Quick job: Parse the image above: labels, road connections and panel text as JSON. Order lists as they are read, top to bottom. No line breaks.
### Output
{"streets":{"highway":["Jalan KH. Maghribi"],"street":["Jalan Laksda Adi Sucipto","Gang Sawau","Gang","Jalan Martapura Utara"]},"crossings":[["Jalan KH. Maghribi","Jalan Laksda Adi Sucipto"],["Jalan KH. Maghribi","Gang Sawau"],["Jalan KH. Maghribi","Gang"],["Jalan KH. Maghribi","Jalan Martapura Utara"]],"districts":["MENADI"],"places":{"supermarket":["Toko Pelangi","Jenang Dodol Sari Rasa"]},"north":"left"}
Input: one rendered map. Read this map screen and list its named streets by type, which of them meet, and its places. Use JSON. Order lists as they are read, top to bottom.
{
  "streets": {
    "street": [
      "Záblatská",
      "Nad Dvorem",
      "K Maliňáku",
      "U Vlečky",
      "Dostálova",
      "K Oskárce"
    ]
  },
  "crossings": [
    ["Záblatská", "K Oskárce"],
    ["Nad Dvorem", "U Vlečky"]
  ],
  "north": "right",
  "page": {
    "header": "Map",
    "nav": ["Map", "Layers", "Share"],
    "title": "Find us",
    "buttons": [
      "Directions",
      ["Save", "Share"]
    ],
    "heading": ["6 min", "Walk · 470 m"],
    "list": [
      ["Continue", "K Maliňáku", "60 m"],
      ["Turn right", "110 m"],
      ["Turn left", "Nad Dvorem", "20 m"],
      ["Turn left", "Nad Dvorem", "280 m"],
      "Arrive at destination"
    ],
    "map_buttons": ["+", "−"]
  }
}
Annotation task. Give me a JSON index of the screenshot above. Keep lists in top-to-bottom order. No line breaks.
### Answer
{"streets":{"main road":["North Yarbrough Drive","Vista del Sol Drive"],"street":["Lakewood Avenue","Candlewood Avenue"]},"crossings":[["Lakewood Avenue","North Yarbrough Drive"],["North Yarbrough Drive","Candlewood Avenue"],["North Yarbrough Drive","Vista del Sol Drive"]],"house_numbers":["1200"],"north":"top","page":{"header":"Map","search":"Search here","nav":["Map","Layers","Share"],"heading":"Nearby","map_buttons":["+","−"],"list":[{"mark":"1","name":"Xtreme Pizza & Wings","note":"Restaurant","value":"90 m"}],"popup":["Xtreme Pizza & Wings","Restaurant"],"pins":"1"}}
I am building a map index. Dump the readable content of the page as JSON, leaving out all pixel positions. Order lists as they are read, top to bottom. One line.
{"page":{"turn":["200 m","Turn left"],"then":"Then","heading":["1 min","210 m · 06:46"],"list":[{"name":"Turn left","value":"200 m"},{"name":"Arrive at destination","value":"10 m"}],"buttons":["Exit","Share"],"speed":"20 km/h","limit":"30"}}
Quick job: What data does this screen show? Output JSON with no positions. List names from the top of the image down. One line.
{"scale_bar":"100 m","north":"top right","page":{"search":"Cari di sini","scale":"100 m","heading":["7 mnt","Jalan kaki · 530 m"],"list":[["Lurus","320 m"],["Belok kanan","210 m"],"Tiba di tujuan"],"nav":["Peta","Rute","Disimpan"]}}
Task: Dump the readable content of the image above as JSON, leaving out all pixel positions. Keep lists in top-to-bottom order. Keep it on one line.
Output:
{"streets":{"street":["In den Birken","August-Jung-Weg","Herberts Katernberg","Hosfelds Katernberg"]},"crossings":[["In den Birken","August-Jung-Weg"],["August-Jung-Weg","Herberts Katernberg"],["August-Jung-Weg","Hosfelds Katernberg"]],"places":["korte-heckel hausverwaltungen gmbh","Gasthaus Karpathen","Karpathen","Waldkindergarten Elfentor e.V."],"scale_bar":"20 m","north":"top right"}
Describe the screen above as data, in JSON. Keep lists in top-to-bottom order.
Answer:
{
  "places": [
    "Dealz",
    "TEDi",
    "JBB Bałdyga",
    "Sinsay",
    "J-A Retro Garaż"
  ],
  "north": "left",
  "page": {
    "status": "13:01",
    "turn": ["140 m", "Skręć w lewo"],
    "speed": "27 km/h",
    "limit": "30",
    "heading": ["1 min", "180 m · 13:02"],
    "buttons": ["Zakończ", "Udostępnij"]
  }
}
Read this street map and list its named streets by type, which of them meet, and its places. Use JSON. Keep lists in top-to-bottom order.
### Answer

□ □ □

→ **WHAT THE EXERCISE ASKS**
Search the listing above for the string "breaks" and copy each line that has it.

→ **EXERCISE OUTPUT**
Quick job: Parse the image above: labels, road connections and panel text as JSON. Order lists as they are read, top to bottom. No line breaks.
Annotation task. Give me a JSON index of the screenshot above. Keep lists in top-to-bottom order. No line breaks.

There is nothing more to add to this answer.